The British Bankers' Association (BBA) argues that an evaluation of the scheme, written by Professor Elaine Kempson, of the Personal Finance Research Centre at Bristol University, showed that each branch had an average of just eight personal customers and one business customer using the service each day.
The scheme was also found to have had an impact on post office branches near the pilot sites, said a BBA spokesman.
However, the CCBS claims it was unrepresentative since it was held in "10 untypical, remote rural communities". Too small and restrictive, it excluded urban areas and involved "no new thinking and no systems changes", says Mr French.
And tellingly, he adds, the banks failed to advertise the scheme in the target areas.

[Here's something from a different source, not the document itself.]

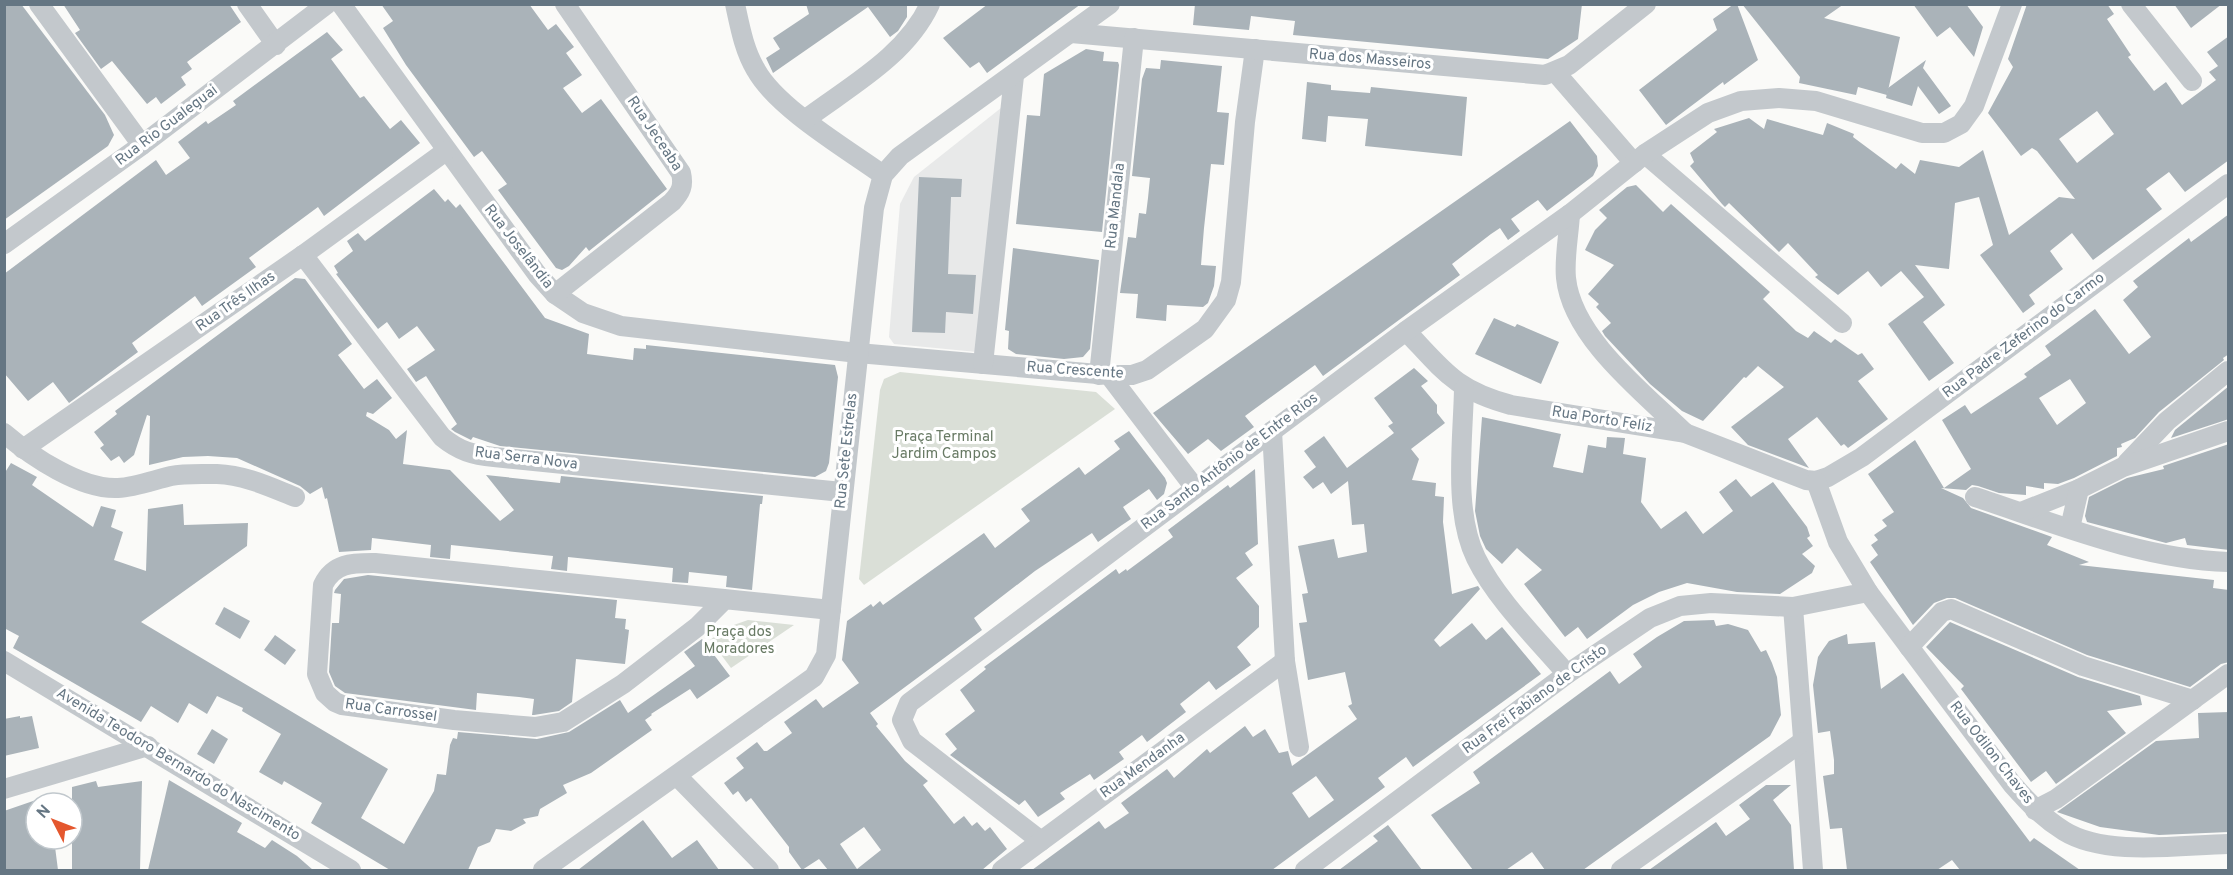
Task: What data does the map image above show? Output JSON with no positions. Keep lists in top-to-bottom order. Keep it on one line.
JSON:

"Furthermore, eight out of 10 of the areas had historically had only one bank. This means it is likely very few people had used another bank other than the resident branch for many years."
Independently, the Britannia and Yorkshire building societies have shown that sharing can work. For three years, the two have let each other's customers use their branches for basic transactions.
However, the role of the Post Office in rural communities could remain a sticking point for the CCBS's new campaign.
Many sub-post offices have closed and more are still threatened with closure because benefit and pension payments now go straight into customers' bank accounts rather than being dealt with over a post office counter. The remaining network already offers the very services that the CCBS wants to introduce.
Anybody with a basic bank account (for those who don't want overdrafts) can already use a post office for simple over-the- counter transactions, as can regular current account customers of Lloyds TSB, Barclays, Alliance & Leicester, Smile and Cahoot.
But the CCBS doesn't think that the Post Office could be a "multi-bank substitute" for business and personal use. "This is because of limitations on space, security risk and an ownership structure that militates against financing improvements," says Mr French.